BOTH major Parties are beholden to Corporate interests, and that’s probably to be expected, given the money they can churn out. But for decades, many American voters have believed the Republicans were the “Party of Big Business,” when that really isn’t the case.

How beholden are the Democrats to Corporate interests?

Well, the staid Washington Post noted that, "(Soft) money has become increasingly useful to the parties, and their receipts have surged. In 1980, when soft money was born, Republicans and Democrats combined raised an estimated $19 million, with the GOP collecting the largest share, $15 million, according to Colby College political scientist Anthony Corrado. Two decades later (2000), that total had ballooned to $487 million, split nearly evenly between the two sides. Once a sideline, soft money had become a major part of party financing, accounting for nearly half of the Democratic Party's receipts and more than a third of the GOP's."

http://www.washingtonpost.com/ac2/wp-dyn/A20461-2001Mar17?language=printer

There it is, the Democrats, as recently as 2000, relied on Corporate cash for HALF their receipts, while the GOP relied on Corporate cash for a THIRD of theirs!

This year (2007) corporate donors have made a seismic shift since January toward the new Democratic chairmen. In the first six months of this year, political action committees donated $41 million to Democrats, compared with $24 million for Republicans. During the previous year, Republicans received $32 million in PAC contributions, compared with $22 million for the Democrats, the report concluded.

2 comments:

Rachel said...

I get this funny (not) feeling that the Dems will be the people's party only in name, since they rely on corporate money, they will follow the corporate "masters".

I'm not against business (in fact, I used to be an objectivist and love our economy) but I am afraid that many laws will be stacked in the coporations favor and not everyday Americans. And that includes unions, as they are trying to bring back the closed shop. The people will be thrown a bone or two to show that they care (more pro-choice rulings, aff. action, increased funding in current programs) but I doubt that major changes that can help Americans (development of more mass transportation, lower housing prices or even less expensive homes, erasing ERISA and insurance loopholes that absolve hospitals and insurance companies from compensating injuries to patients while in hospital - did they close that already?) will get funded much. I hope I'm wrong.

JMK said...

Rachel I understand your views completely.

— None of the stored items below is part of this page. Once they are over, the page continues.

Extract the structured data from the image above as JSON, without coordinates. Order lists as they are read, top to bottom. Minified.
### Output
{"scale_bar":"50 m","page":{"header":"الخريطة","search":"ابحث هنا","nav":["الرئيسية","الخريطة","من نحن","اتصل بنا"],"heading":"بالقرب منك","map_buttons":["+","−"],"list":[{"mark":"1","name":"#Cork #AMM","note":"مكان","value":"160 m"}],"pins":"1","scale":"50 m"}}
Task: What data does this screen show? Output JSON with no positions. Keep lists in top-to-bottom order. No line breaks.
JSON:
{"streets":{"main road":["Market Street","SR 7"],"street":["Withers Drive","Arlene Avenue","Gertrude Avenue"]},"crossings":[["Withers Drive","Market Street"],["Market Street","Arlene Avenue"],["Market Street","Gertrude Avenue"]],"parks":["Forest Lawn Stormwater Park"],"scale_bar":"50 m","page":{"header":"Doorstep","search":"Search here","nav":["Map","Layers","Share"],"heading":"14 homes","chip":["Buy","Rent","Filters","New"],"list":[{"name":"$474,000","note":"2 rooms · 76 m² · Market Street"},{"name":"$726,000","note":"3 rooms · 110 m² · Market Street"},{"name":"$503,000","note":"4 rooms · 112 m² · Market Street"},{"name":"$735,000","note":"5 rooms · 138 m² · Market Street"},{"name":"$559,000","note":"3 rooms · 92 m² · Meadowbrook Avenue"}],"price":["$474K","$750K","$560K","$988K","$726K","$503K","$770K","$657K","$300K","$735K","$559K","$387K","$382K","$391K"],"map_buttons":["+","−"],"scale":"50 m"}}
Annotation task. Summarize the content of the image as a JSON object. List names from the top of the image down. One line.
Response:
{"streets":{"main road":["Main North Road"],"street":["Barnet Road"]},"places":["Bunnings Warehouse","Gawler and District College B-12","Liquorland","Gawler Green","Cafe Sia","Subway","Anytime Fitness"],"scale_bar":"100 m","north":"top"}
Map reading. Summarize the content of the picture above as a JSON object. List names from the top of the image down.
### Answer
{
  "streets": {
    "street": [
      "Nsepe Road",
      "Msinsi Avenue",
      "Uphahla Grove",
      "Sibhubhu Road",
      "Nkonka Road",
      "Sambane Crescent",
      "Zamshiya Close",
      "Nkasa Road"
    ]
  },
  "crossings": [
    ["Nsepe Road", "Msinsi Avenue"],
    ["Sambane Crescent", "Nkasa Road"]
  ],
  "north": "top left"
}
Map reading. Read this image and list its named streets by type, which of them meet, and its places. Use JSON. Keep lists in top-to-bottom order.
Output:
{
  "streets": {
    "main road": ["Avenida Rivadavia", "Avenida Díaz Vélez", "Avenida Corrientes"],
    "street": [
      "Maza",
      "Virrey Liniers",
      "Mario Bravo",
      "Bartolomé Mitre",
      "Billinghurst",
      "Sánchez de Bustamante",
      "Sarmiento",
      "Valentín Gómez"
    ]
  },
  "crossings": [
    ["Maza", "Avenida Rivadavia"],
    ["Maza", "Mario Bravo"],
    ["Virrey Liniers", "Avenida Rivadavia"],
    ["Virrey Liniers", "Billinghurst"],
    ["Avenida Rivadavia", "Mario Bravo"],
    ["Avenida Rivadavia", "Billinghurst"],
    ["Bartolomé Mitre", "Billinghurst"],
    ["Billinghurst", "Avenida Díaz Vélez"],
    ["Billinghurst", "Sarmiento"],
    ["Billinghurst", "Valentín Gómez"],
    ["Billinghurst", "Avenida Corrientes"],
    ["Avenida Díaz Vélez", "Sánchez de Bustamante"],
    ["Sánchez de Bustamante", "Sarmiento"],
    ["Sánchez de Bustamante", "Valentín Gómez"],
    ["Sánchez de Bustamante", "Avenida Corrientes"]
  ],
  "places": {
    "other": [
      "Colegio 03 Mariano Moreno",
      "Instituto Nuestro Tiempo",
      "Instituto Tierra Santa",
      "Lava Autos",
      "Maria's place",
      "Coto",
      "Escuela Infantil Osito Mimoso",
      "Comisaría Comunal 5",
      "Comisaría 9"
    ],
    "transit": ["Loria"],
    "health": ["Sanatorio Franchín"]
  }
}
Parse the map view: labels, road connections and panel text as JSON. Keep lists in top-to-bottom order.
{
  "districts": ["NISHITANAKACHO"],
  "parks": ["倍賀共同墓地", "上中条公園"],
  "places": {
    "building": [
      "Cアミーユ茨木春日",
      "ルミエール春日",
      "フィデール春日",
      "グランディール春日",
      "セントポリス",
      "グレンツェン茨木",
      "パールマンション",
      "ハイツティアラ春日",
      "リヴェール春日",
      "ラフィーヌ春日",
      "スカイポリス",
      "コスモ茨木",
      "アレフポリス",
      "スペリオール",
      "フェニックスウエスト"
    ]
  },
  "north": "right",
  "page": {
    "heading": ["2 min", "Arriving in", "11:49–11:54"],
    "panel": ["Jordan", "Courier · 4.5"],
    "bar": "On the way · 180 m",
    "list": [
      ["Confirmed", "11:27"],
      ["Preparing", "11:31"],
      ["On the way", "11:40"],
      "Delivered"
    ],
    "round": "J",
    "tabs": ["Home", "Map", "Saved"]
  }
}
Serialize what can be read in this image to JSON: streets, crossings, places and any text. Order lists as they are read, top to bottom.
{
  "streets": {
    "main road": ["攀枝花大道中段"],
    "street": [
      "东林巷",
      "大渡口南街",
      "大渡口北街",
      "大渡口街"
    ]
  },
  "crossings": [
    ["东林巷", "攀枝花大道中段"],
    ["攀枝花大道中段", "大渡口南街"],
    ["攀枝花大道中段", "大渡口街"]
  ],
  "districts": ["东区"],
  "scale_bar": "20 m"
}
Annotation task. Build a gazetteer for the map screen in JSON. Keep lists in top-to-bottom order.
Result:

Corporations are often incredibly short-sighted, choosing short-term gain, over long-term prosperity. Like any human organization (including governments, charities and religions), they take on lives of their own and expand almost naturally. The people running those organizations often become blinded to the big picture and do things harmful to everyone else, for the sake of their organization's short-term benefit.

Acknowledging that flaw is certainly not "hating business," at all.

The Democrats have been very disciplined and very smart to date. They haven't done ahything too radical, nor have they further polarized the nation by just pulling the funding for the Troops, or instituting impeachment hearings.

Of course, some of that COULD be due to the fact that now some 20% of the Dems in Congress are Conservative "Blue Dogs," like Tester, Webb and others.

Ironically enough, the things I fear with a Democratic majority and a Democratic President are more Liberal judges who'll, like Brennan, Burger and others "legislate from the Bench," and, of course, much higher taxes for working people.

The Dems talk of "the rich" as those earning $200K/yr and over - in places like NY, a school teacher and a cop earn close to, if not over that $200K, as does a firefighter and a nurse. In many places, that standard targets many working families, where both spouses have to work to get by, due to rising rents and housing prices, etc.

I fear that another generation must learn a very painful lesson and many who've already learned it are going to be taken along for the ride.


P.S. An Objectivist huh? So was Alan Greenspan, I believe. I liked Rand's views, but found her books tedious.